Crucial Conversations and Influencing: These two lessons were my favorite! A crucial conversation would be defined as a conversation with one or both parties having strong emotions about a topic. The biggest takeaway for me was that the emotion must be removed so that you can discuss facts only and have a “safe zone” where both parties feel that they are not being attacked. Once a conversation is determined to be “crucial”, there is a set approach on how to handle the conversation in a calm and collected manner. The step-by-step approach we learned helped me to develop confidence, so that having what could be a confrontational conversation is no longer intimidating. I am able to respectfully and tactfully discuss difficult issues using only facts with a teammate, without anyone leaving the conversation with hurt feelings, because the emotion has been removed.
Influencing is when you need to have crucial conversations with multiple people, especially those who you do not have authority over.
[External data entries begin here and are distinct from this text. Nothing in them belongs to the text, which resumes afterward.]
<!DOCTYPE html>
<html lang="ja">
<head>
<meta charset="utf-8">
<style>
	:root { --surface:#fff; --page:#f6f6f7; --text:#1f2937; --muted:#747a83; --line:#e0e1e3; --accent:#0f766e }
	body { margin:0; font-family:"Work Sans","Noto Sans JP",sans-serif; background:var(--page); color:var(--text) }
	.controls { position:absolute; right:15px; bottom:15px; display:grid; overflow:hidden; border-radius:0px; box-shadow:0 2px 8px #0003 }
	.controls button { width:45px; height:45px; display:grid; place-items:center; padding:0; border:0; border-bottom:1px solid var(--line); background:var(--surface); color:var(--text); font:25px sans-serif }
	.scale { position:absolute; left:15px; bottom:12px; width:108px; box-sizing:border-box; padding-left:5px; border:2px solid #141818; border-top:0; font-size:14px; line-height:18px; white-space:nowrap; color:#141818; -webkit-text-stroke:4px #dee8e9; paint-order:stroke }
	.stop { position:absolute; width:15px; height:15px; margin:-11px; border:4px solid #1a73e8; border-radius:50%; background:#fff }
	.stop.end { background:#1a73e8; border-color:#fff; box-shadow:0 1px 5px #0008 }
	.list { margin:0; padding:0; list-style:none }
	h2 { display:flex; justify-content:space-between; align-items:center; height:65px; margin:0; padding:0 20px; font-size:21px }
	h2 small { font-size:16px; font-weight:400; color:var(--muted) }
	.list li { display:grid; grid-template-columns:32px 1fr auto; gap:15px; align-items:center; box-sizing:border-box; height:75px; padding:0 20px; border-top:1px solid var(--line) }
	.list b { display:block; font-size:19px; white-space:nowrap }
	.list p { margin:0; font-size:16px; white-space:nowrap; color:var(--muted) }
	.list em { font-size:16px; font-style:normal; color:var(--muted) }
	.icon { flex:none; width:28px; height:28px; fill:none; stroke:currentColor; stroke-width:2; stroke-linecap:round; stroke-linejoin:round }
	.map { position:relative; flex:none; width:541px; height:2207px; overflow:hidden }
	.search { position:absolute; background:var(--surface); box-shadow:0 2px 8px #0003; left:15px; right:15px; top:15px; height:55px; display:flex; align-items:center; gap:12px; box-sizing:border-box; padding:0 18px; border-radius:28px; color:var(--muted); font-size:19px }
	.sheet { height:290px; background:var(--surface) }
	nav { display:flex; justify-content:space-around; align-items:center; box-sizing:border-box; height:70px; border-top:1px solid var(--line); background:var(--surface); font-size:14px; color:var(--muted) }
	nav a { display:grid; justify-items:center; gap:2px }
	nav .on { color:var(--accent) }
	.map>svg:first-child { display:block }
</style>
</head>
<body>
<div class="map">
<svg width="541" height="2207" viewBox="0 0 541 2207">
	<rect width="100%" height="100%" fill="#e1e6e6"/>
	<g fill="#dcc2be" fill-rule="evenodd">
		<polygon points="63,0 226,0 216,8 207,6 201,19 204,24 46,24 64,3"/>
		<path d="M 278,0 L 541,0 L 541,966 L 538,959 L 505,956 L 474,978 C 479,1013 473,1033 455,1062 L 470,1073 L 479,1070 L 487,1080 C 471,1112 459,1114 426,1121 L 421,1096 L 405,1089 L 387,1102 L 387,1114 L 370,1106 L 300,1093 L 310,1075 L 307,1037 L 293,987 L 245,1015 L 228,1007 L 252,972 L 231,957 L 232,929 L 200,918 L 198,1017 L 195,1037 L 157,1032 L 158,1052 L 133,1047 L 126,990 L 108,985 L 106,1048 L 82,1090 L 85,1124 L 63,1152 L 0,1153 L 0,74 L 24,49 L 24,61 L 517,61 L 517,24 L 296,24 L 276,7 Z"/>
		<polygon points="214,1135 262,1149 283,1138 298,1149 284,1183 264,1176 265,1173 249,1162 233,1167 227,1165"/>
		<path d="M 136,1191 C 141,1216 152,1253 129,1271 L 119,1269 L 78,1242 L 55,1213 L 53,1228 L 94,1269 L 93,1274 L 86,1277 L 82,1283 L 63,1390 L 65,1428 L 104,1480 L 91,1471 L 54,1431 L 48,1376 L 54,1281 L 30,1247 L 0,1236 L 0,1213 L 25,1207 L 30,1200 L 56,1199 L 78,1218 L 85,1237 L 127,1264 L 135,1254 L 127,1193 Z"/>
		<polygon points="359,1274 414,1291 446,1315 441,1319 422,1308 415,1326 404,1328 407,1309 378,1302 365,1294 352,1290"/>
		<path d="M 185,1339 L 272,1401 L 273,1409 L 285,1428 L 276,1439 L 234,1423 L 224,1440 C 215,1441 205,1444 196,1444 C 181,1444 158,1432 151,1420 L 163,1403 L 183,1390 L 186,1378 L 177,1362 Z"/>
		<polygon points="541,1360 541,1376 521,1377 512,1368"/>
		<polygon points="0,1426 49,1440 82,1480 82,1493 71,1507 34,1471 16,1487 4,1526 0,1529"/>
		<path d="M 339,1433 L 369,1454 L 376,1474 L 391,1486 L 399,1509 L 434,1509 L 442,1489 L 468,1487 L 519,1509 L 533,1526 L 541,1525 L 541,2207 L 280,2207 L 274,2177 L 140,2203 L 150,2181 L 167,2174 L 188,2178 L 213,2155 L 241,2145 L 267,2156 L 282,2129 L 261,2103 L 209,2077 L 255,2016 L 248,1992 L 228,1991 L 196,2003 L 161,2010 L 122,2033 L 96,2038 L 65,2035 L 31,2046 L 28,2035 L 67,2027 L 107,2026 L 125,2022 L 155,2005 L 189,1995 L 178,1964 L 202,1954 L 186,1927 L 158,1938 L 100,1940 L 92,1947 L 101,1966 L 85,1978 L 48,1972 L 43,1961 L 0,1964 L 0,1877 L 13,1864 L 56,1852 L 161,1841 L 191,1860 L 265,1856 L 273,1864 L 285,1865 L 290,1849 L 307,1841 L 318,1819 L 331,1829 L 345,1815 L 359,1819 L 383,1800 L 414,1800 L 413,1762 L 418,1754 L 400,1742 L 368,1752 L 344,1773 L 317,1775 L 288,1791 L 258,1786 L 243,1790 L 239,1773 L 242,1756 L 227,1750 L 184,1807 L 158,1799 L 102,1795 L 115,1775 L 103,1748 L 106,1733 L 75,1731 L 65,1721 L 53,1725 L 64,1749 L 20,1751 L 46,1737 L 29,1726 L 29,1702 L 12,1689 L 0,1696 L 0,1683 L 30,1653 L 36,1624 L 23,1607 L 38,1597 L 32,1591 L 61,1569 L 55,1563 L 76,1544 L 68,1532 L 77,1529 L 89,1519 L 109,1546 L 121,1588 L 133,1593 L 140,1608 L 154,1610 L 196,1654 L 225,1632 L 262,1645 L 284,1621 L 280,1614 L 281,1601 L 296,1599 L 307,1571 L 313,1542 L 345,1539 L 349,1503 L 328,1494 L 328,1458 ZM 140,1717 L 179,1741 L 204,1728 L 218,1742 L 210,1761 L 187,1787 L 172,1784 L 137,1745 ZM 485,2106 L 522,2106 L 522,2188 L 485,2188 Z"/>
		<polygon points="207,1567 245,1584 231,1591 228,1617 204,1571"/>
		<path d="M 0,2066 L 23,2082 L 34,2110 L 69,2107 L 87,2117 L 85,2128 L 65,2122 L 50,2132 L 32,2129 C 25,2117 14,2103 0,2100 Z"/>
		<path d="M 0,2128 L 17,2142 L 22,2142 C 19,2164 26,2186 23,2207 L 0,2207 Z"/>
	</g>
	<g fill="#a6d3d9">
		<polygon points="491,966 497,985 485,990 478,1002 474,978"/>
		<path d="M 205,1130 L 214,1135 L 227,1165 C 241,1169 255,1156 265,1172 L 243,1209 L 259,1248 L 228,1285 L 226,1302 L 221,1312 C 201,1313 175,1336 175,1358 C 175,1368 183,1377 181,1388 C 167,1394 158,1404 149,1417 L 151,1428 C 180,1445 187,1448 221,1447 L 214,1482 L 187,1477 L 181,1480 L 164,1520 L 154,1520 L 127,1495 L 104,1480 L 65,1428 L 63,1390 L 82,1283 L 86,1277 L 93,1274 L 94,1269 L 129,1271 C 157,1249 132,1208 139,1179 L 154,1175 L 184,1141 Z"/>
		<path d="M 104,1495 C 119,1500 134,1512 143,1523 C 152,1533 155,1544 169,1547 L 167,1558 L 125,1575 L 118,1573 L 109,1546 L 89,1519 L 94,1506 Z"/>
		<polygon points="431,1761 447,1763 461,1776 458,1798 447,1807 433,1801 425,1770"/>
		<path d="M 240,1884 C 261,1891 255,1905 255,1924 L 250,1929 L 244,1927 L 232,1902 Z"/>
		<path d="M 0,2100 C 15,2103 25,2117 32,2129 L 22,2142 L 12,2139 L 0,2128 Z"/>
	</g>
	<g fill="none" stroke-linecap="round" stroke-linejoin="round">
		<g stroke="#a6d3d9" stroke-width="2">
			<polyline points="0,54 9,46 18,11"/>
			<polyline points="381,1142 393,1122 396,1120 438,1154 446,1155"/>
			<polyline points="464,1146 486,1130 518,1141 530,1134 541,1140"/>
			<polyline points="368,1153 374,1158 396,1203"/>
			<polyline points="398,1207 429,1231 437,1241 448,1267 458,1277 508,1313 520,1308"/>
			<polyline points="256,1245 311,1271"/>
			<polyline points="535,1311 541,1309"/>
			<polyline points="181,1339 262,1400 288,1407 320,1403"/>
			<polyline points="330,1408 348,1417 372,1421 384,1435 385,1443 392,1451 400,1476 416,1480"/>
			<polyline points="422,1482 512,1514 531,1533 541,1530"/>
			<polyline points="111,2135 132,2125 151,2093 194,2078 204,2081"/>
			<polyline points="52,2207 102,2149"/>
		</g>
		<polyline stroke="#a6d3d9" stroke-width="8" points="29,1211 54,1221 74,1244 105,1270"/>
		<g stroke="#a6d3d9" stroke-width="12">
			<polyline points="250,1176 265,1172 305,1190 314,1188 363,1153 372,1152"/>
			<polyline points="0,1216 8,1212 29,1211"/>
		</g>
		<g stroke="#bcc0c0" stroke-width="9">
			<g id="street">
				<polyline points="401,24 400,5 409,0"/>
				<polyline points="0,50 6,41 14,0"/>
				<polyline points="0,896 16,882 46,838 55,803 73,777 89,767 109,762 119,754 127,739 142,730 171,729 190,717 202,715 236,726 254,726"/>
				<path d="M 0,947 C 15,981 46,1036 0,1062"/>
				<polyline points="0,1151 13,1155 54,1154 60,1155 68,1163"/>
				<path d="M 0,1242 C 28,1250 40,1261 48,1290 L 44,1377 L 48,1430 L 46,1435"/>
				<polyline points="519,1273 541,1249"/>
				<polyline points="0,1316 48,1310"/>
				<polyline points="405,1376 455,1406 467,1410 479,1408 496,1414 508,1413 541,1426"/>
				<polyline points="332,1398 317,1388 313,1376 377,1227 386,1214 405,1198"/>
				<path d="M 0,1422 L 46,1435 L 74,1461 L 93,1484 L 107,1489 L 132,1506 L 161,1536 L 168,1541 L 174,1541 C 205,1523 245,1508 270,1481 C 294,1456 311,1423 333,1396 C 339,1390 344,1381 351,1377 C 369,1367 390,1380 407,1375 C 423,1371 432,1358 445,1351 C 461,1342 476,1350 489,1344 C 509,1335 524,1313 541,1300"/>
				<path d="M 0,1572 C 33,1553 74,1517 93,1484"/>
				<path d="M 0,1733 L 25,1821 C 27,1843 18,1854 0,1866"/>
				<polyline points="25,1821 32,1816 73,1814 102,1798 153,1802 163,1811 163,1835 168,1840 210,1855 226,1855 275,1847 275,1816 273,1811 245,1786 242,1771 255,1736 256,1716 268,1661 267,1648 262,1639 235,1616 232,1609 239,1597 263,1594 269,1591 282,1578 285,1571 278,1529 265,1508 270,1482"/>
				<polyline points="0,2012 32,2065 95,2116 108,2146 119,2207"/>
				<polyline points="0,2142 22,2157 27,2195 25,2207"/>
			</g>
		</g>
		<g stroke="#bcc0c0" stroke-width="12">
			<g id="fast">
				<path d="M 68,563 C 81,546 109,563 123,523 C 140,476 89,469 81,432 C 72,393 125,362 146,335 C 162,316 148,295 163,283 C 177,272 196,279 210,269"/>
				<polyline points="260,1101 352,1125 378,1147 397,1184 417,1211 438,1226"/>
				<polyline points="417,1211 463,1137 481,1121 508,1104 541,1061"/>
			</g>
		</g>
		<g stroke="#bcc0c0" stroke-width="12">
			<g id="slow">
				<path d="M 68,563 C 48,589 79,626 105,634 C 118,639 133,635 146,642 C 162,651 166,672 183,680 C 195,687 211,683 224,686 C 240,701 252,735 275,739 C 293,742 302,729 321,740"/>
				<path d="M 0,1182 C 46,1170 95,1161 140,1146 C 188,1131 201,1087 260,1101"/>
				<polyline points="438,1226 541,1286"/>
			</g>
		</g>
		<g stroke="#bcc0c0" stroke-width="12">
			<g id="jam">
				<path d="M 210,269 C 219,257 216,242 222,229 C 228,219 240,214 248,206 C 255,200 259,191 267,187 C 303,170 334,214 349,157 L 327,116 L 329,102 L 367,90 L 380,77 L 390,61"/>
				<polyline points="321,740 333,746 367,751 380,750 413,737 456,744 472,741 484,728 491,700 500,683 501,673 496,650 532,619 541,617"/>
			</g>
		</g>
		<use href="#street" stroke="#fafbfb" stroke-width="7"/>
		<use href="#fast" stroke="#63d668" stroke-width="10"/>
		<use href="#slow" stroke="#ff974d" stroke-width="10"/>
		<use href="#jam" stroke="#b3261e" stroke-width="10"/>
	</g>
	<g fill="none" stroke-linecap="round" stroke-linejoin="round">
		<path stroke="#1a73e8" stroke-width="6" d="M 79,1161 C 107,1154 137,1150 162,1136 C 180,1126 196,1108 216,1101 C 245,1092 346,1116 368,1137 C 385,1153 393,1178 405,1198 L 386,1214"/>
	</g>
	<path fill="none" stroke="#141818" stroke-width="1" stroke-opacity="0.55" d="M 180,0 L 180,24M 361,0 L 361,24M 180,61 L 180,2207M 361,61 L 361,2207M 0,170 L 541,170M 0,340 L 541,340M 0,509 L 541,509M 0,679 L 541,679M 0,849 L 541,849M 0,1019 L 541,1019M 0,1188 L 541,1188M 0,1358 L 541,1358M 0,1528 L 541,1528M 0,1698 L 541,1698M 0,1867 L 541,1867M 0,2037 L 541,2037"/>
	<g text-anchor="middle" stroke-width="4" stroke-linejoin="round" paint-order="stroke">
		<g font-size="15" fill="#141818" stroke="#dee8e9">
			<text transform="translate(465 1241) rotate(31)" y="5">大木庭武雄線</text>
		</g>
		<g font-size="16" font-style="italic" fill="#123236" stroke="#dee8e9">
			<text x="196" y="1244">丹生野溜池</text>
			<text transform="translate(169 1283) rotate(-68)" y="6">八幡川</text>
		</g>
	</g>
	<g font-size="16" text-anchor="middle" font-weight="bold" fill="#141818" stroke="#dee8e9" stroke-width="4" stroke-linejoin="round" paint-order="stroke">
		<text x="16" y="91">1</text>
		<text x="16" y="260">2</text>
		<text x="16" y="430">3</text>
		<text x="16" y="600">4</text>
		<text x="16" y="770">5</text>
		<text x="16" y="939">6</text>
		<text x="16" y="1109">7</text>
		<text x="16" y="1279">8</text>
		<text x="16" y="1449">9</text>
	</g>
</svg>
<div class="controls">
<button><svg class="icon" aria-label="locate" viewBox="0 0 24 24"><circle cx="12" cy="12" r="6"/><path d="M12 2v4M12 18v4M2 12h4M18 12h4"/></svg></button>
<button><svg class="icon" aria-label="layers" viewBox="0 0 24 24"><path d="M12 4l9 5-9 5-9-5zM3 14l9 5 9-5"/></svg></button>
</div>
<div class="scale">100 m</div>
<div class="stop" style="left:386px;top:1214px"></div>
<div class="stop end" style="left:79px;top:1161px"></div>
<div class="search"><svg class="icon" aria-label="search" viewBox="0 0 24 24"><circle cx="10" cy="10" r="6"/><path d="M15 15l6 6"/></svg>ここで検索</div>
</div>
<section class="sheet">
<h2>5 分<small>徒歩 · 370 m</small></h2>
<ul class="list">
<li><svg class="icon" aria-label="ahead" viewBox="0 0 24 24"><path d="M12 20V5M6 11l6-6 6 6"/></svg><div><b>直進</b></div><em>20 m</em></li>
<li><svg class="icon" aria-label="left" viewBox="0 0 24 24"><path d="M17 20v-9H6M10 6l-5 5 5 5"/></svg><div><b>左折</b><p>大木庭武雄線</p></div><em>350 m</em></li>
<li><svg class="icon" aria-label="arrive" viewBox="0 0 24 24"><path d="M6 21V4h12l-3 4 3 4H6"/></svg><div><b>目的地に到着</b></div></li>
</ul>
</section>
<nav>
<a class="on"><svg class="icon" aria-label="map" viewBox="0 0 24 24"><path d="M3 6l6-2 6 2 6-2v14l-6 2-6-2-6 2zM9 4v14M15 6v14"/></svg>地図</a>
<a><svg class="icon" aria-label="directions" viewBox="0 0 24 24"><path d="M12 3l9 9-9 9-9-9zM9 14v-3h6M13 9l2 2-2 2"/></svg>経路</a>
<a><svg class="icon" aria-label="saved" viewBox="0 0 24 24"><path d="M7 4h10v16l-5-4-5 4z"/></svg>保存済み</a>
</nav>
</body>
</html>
Leaders may not always be personally responsible for the direct management of people on the team, but they still need to drive the team to do something that will benefit the organization and its mission. That’s when influencing comes into play. I can very much relate to this skill because I work in a matrixed organization where I lack some authorities, but the project requires everyone on the team to do their part in order to meet success. An example we used in the IDEAL course was a hospital where sickness was being passed from patient to patient. Turns out the doctors and nurses weren’t washing their hands after seeing each patient, not on purpose, but rather because they were overwhelmed by events.
This is an issue that requires everyone to be on board with fixing. The staff established an accountability clause: If you see a doctor or nurse not washing their hands before or after, then you have to say something—no matter who you are or your role in the hospital; it’s everyone’s responsibility. The result was that more people washed their hands and less illness was spread—everyone wins! This isn’t an easy task, but everyone, starting with leaders, can be an influencer.
I’m very glad I applied for and was able to attend the IDEAL course. It gave me tangible skills to work on that will prepare me to be a successful leader within any organization. Upon completion of this course, I had an entirely different view on what a leader and leadership looked like. I went back to my office feeling more confident and capable to do this new job I had been chosen to do.
Krysta Zurowski has a background in interior design and project management. She received her bachelor’s degree in 2008 from The Art Institute of Pittsburgh in interior design and her master’s degree in 2013 from the Florida Institute of Technology in project management with a concentration in acquisition and contract management. She began her government career with the Army Corps of Engineers, Huntsville Center, in 2010 as an interior designer on the Admin Furniture Program. She transitioned to a project manager with the Furniture Team in 2014 and then began with the Energy Division as a project manager for the Power Purchase Agreement (PPA) Program in 2015. In 2018, she was selected as the Utility Energy Services Contract (UESC) and PPA Program Manager. Since she began as program manager, she has worked to enhance connections with the Utility and Energy Service Contractors communities to build relationships and create the most proficient and dynamic UESC and PPA Programs in the industry.